In the field of imagination and prophesy there are few writers, of any era, to rival Wells. Cole, however, is herself endowed with considerable creative flair, which she puts to excellent use in her analysis of the visionary thinker at the centre of her study. Inventing Tomorrow not only documents Wells’ many imaginative accomplishments – his invention of concepts such as ‘time machine’, ‘atomic bomb’ and ‘world brain’, or his anticipation of technologies like moving walkways, air-conditioners, electric doors and televisions – it also finds affinities between Wells and a diverse array of thinkers including Immanuel Wallerstein, Le Corbusier, Michel de Montaigne, Filippo Marinetti and Fernand Braudel. Wells, in Cole’s hands, becomes a progenitor of Big History, a generative thinker on the topic of total war and what it means to be a civilian, and a crucial contributor to the postwar discourse on human rights. Most interesting of all, though, to this reviewer at least, is how Judith Butler’s idea of ‘shared vulnerability’ as ethical incitement is enlisted by Cole to understand what Wells was doing in his popular wartime polemics (133). With Cole, Wells becomes an infinitely more complex and sensitive writer, perpetually ambivalent about the future of the species, interchangeably optimistic and pessimistic.

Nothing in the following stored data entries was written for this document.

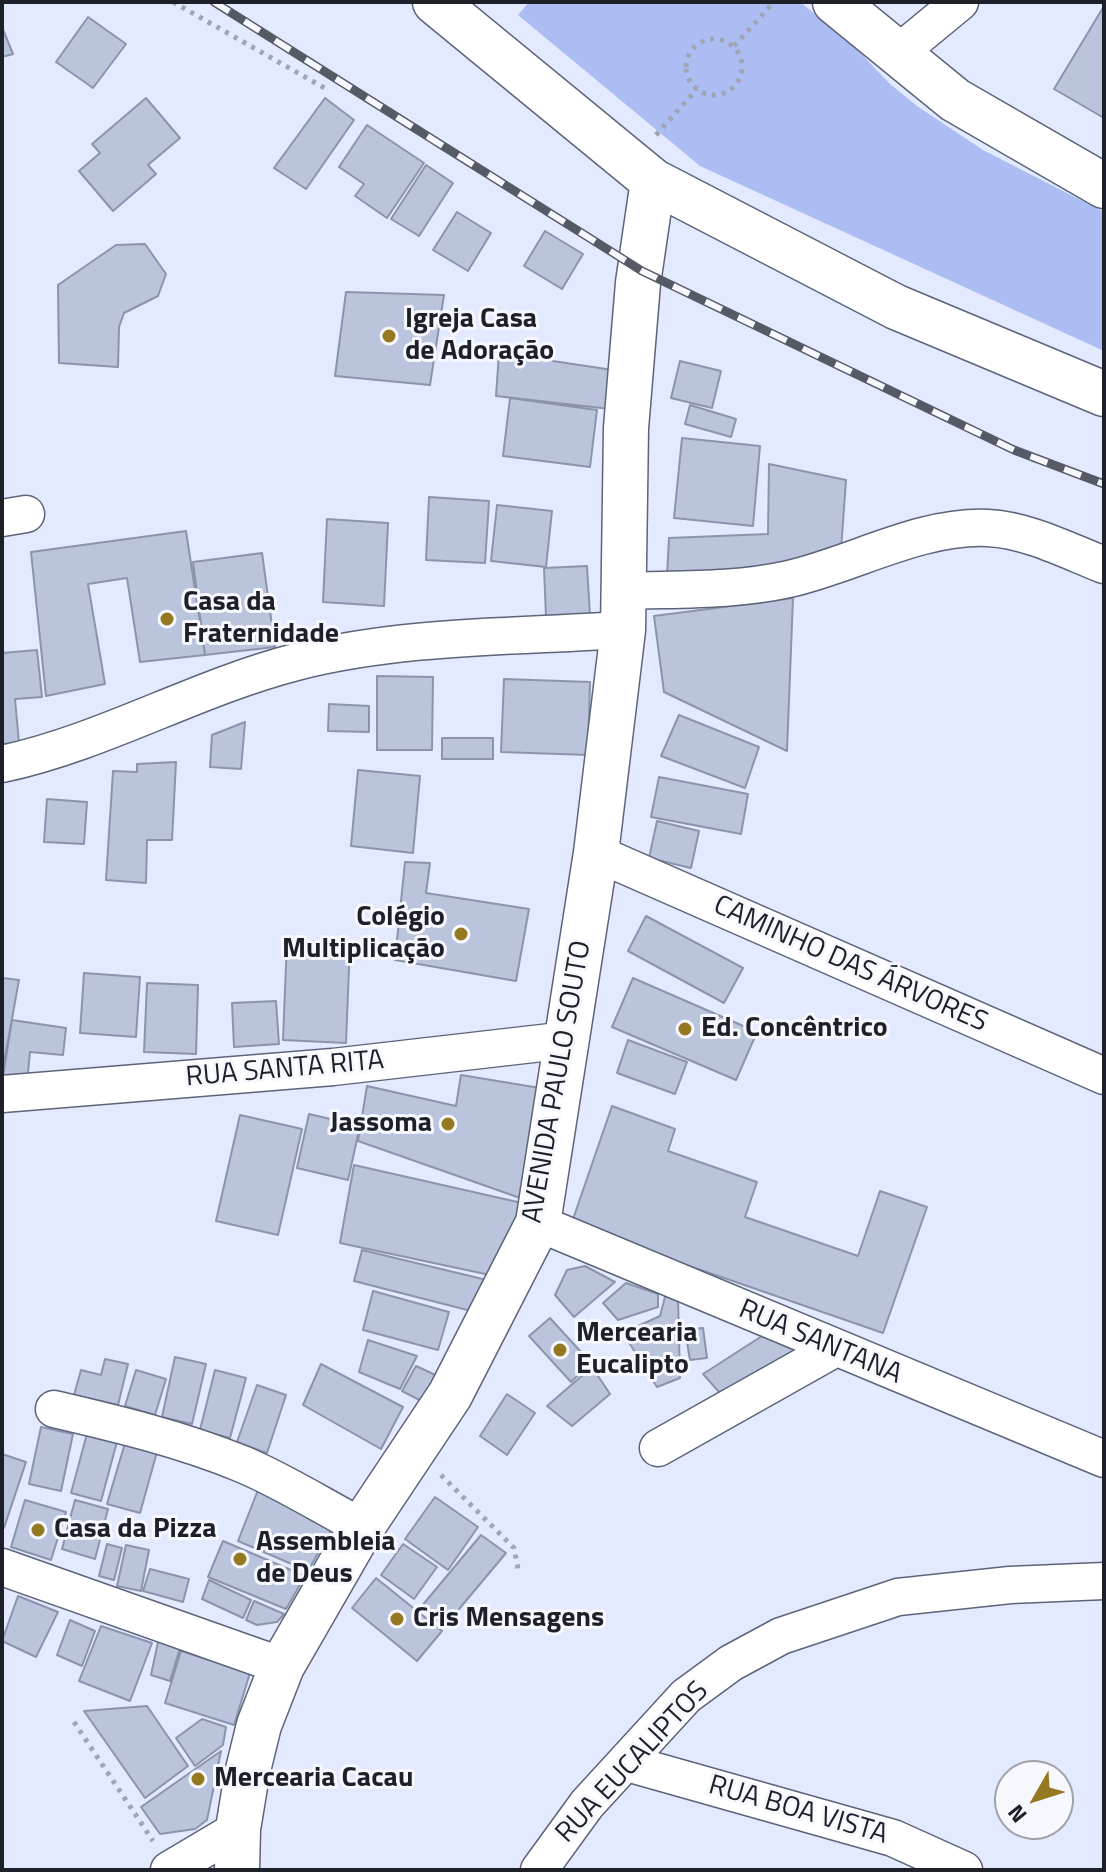 <!DOCTYPE html>
<html>
<head>
<meta charset="utf-8">
<style>
	body { margin:0 }
	#map { position:relative; width:1106px; height:1872px; overflow:hidden; background:#e3eaff; font-family:"Titillium Web",sans-serif }
	canvas { display:block }
	.frame { position:absolute; inset:0; border:4px solid #1d2029; pointer-events:none }
	.north { position:absolute; left:994px; top:1760px; width:80px; height:80px; box-sizing:border-box; background:#f6f8fd; border:2px solid #9fa2a8; border-radius:50%; rotate:231deg; font-size:22px; font-weight:700; line-height:32px; text-align:center; color:#1d2029 }
	.north::after { content:''; display:block; margin:auto; width:28px; height:36px; background:#957920; clip-path:polygon(50% 0,100% 100%,50% 72%,0 100%) }
</style>
</head>
<body>
<div id="map">
<canvas width="1106" height="1872"></canvas>
<div class="frame"></div>
<div class="north">N</div>
</div>
<script>
const ctx = document.querySelector('canvas').getContext('2d');
ctx.lineJoin = 'round';
function fillPath(path, color) { ctx.fillStyle = color; ctx.fill(path, 'evenodd'); }
function strokePath(path, color, width, dash) { ctx.strokeStyle = color; ctx.lineWidth = width; ctx.lineCap = dash ? 'butt' : 'round'; ctx.setLineDash(dash || []); ctx.stroke(path); }
function drawText(font, color, halo, rows, align = 'center') {
  ctx.font = font + ' "Titillium Web",sans-serif'; ctx.lineWidth = 6; ctx.setLineDash([]); ctx.textBaseline = 'middle'; ctx.strokeStyle = halo; ctx.fillStyle = color; for (const [text, x, y, turn = 0] of rows) {
    ctx.save(); ctx.translate(x, y); ctx.rotate((+turn || 0) * Math.PI / 180); ctx.textAlign = isNaN(turn) ? turn : align; if (halo) ctx.strokeText(text, 0, 0); ctx.fillText(text, 0, 0); ctx.restore();
  }
}
const green = new Path2D(`
	M529 2H800L849 41 890 84 917 106 983 150 1104 212V351L700 166 518 15Z`);
const building = new Path2D(`
	M1104 6V118L1054 89Z
	M88 17 126 44 93 88 56 62Z
	M2 27 13 54 2 57Z
	M146 98 180 138 148 165 156 174 113 211 79 171 100 153 92 144Z
	M325 98 354 120 306 189 274 168Z
	M367 125 424 163 387 218 355 196 364 184 339 167Z
	M426 165 453 183 419 236 391 219Z
	M457 212 491 233 468 271 433 250Z
	M545 231 583 254 562 289 524 266Z
	M145 244 166 274 158 296 124 313 119 327 118 367 59 363 58 285 116 245Z
	M346 292 444 295 430 385 335 376Z
	M499 353 613 370 610 409 496 396Z
	M680 361 721 371 712 408 671 398Z
	M510 398 597 410 590 467 503 456Z
	M690 405 736 419 731 437 685 424Z
	M682 438 760 446 753 526 674 518Z
	M769 464 846 480 841 550 770 571 667 576 669 538 768 534Z
	M429 497 489 501 485 563 426 560Z
	M497 505 552 511 546 567 491 561Z
	M327 519 388 523 384 606 323 602Z
	M186 531 205 655 140 662 127 578 88 584 105 684 46 696 31 552Z
	M262 553 275 647 205 655 193 562Z
	M587 566 590 616 546 617 544 568Z
	M793 598 787 751 664 692 654 616Z
	M37 650 42 697 15 699 19 743 2 744V653Z
	M377 676 433 677 432 750H377Z
	M504 679 590 682 588 755 501 752Z
	M329 704 369 706V732L328 731Z
	M679 715 759 747 745 788 661 756Z
	M245 722 241 769 210 767 212 735Z
	M442 738H493V759H442Z
	M176 762 172 840H147L146 883 106 880 113 771 137 772V764Z
	M358 770 420 776 413 853 351 846Z
	M659 777 748 794 741 834 651 817Z
	M47 799 87 802 84 844 44 842Z
	M657 821 699 831 691 868 649 858Z
	M405 862 430 863 426 893 529 909 516 981 395 960Z
	M646 916 743 968 724 1003 628 951Z
	M287 940 350 943 346 1043 283 1040Z
	M84 973 140 977 136 1037 80 1033Z
	M2 978 19 980 2 1074Z
	M633 978 757 1032 736 1080 612 1027Z
	M147 983 198 985 196 1054 144 1052Z
	M276 1001 279 1044 234 1047 232 1003Z
	M12 1020 66 1028 63 1055 30 1052 27 1083 2 1082Z
	M628 1040 687 1062 675 1094 617 1073Z
	M461 1075 540 1088 523 1199 358 1141 367 1086 456 1106Z
	M612 1106 675 1129 668 1151 757 1182 745 1217 858 1256 880 1191 927 1207 883 1333 571 1225Z
	M309 1114 360 1126 348 1180 297 1168Z
	M240 1115 302 1129 278 1235 216 1221Z
	M354 1165 522 1203 504 1278 340 1243Z
	M362 1250 491 1281 483 1314 354 1281Z
	M585 1266 615 1282 574 1317 555 1295 567 1270Z
	M626 1283 658 1294V1307L618 1320 603 1303Z
	M373 1291 449 1312 438 1350 363 1330Z
	M666 1293 678 1298 680 1378 657 1387 623 1333 660 1316Z
	M550 1318 591 1363 571 1382 529 1336Z
	M703 1328 707 1358 690 1360 685 1330Z
	M762 1336 804 1351 728 1402 703 1374Z
	M368 1340 417 1356 400 1389 359 1372Z
	M175 1357 206 1364 192 1424 162 1417Z
	M105 1359 128 1364 118 1405 74 1395 81 1370 101 1375Z
	M321 1364 403 1407 381 1449 303 1405Z
	M416 1366 444 1379 431 1406 402 1391Z
	M592 1367 610 1394 572 1426 547 1406Z
	M136 1370 166 1379 155 1415 125 1406Z
	M215 1370 246 1378 230 1438 200 1430Z
	M257 1385 286 1395 267 1453 237 1442Z
	M507 1394 535 1413 507 1455 480 1436Z
	M41 1427 73 1434 61 1491 29 1484Z
	M88 1430 118 1438 101 1501 71 1493Z
	M125 1443 157 1452 140 1513 107 1504Z
	M2 1454 26 1462 4 1528H2Z
	M258 1490 335 1523 308 1571 238 1541Z
	M435 1497 478 1527 448 1570 405 1539Z
	M25 1500 66 1512 51 1560 11 1547Z
	M75 1500 108 1509 95 1559 62 1549Z
	M481 1535 506 1553 444 1627 421 1607Z
	M223 1541 305 1576 286 1609 208 1577Z
	M107 1544 122 1548 114 1580 99 1576Z
	M403 1544 437 1567 414 1599 381 1575Z
	M126 1545 149 1550 141 1591 117 1586Z
	M150 1569 189 1579 183 1602 143 1591Z
	M376 1578 442 1631 417 1661 352 1608Z
	M209 1580 251 1600 243 1618 202 1599Z
	M18 1596 58 1612 36 1657 2 1641Z
	M254 1601 284 1614 277 1622 257 1625 246 1620Z
	M70 1620 95 1631 82 1666 57 1655Z
	M101 1626 152 1643 130 1701 79 1681Z
	M158 1642 180 1648 170 1681 151 1675Z
	M181 1651 250 1673 234 1725 165 1703Z
	M147 1706 188 1766 145 1798 84 1711Z
	M202 1719 226 1727 223 1745 195 1766 176 1738Z
	M221 1751 207 1820 195 1829 160 1834 141 1807Z`);
const path = new Path2D(`
	M173 2 328 90
	M686 67a28 28 0 1 1 56 0a28 28 0 1 1-56 0Z
	M734 46 774 2
	M656 135 697 89
	M441 1475 514 1548 519 1574
	M74 1722 153 1841`);
const street = new Path2D(`
	M897 54 960 2
	M2 518 26 514
	M625 591C680 589 735 591 789 579 854 564 920 525 988 528 1028 530 1068 551 1104 565
	M2 764C104 742 195 688 296 662 402 635 514 637 623 630
	M596 853 1104 1076
	M2 1094 333 1067 568 1040
	M538 1223 1104 1459
	M54 1409C118 1424 181 1439 242 1464 283 1481 322 1506 362 1527
	M658 1448 834 1349
	M2 1567 282 1666
	M627 1763 893 1838 964 1870
	M169 1870 238 1829
	M539 1870 587 1804 686 1696 731 1663 781 1636 898 1597 1010 1585 1104 1581`);
const secondary = new Path2D(`
	M435 2 653 181 896 307 1104 394
	M835 2 955 100 1104 186
	M237 1870 238 1829 247 1774 259 1725 282 1666 362 1527 450 1395 538 1223 596 853 623 630 626 428 638 283 653 181`);
const rail = new Path2D(`
	M214 2 642 271 1014 450 1104 484`);
const markers = [
	[389,336,8,"#957920"],
	[167,619,8,"#957920"],
	[461,934,8,"#957920"],
	[685,1029,8,"#957920"],
	[448,1124,8,"#957920"],
	[560,1350,8,"#957920"],
	[38,1530,8,"#957920"],
	[240,1559,8,"#957920"],
	[397,1619,8,"#957920"],
	[198,1779,8,"#957920"]
];
const poiNames = [
	["Igreja Casa",405,320],
	["de Adoração",405,352],
	["Casa da",183,603],
	["Fraternidade",183,635],
	["Colégio",445,918,"right"],
	["Multiplicação",445,950,"right"],
	["Ed. Concêntrico",701,1029],
	["Jassoma",432,1124,"right"],
	["Mercearia",576,1334],
	["Eucalipto",576,1366],
	["Casa da Pizza",54,1530],
	["Assembleia",256,1543],
	["de Deus",256,1575],
	["Cris Mensagens",413,1619],
	["Mercearia Cacau",214,1779]
];
const streetNames = [
	["CAMINHO DAS ÁRVORES",850,965,24],
	["RUA SANTA RITA",285,1070,-5],
	["AVENIDA PAULO SOUTO",558,1082,-80],
	["RUA SANTANA",820,1343,23],
	["RUA EUCALIPTOS",633,1763,-47],
	["RUA BOA VISTA",798,1811,16]
];
fillPath(green, '#abbdf2');
fillPath(building, '#bbc4dd');
strokePath(building, '#8c94ac', 2);
strokePath(street, '#5c6479', 39);
strokePath(secondary, '#5c6479', 47);
strokePath(path, '#a0a5b6', 5, [4, 6]);
strokePath(street, '#fff', 36);
strokePath(secondary, '#fff', 44);
strokePath(rail, '#565a67', 9);
strokePath(rail, '#f6f8fd', 6, [18]);
for (const [x, y, r, color] of markers) { const dot = new Path2D(); dot.arc(x, y, r, 0, 2 * Math.PI); ctx.fillStyle = color; ctx.fill(dot); strokePath(dot, '#f6f8fd', 3); }
drawText('bold 28px', '#1d2029', '#f6f8fd', poiNames, 'left');
drawText('28px', '#1d2029', '#f6f8fd', streetNames);
</script>
</body>
</html>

If Inventing Tomorrow is flawed, it is flawed for good reasons. Simply put, one can only do so much in 320 pages. Moreover, Cole clearly articulates what she intends to do and does it, fully aware of how Wells might be approached in alternative ways. That said, the decision to approach Wells thematically rather than chronologically does have its drawbacks and they are undoubtedly apparent in the text. It is, above all, at the level of influence and interlocutors that the reader might legitimately feel somewhat short-changed. For example, there is no mention of J.S. Mill, William Morris or Edward Carpenter in Inventing Tomorrow, despite the fact that each of these thinkers exercised a powerful influence on Wells’ thinking at critical moments in his career; and Marx and Marxism, similarly, are only brought in with Cole’s conclusion.
Certainly, if we wish to fully understand why Wells’ reputation nosedived so momentously, his assessment of Marx as ‘an uninventive man’ subconsciously aware of his own uninventiveness, whose influence had been singularly pernicious, must be accounted for. So, too, if we are to understand Wells’ peculiar brand of socialism, in which liberty and individuality so often threaten to overshadow equality and solidarity, then Wells’ Victorian heritage must be discussed in the round, not just T. H. Huxley, who figures so largely here.
These, however, are very minor criticisms. Inventing Tomorrow is a magisterial book, the kind of book which ought to spawn a host of other more focused monographs. Beautifully written and persuasive throughout, I for one share its enthusiasm for Wells as a thinker of great import and see Wells also as a writer who provides a model for what literature can and perhaps ought to be.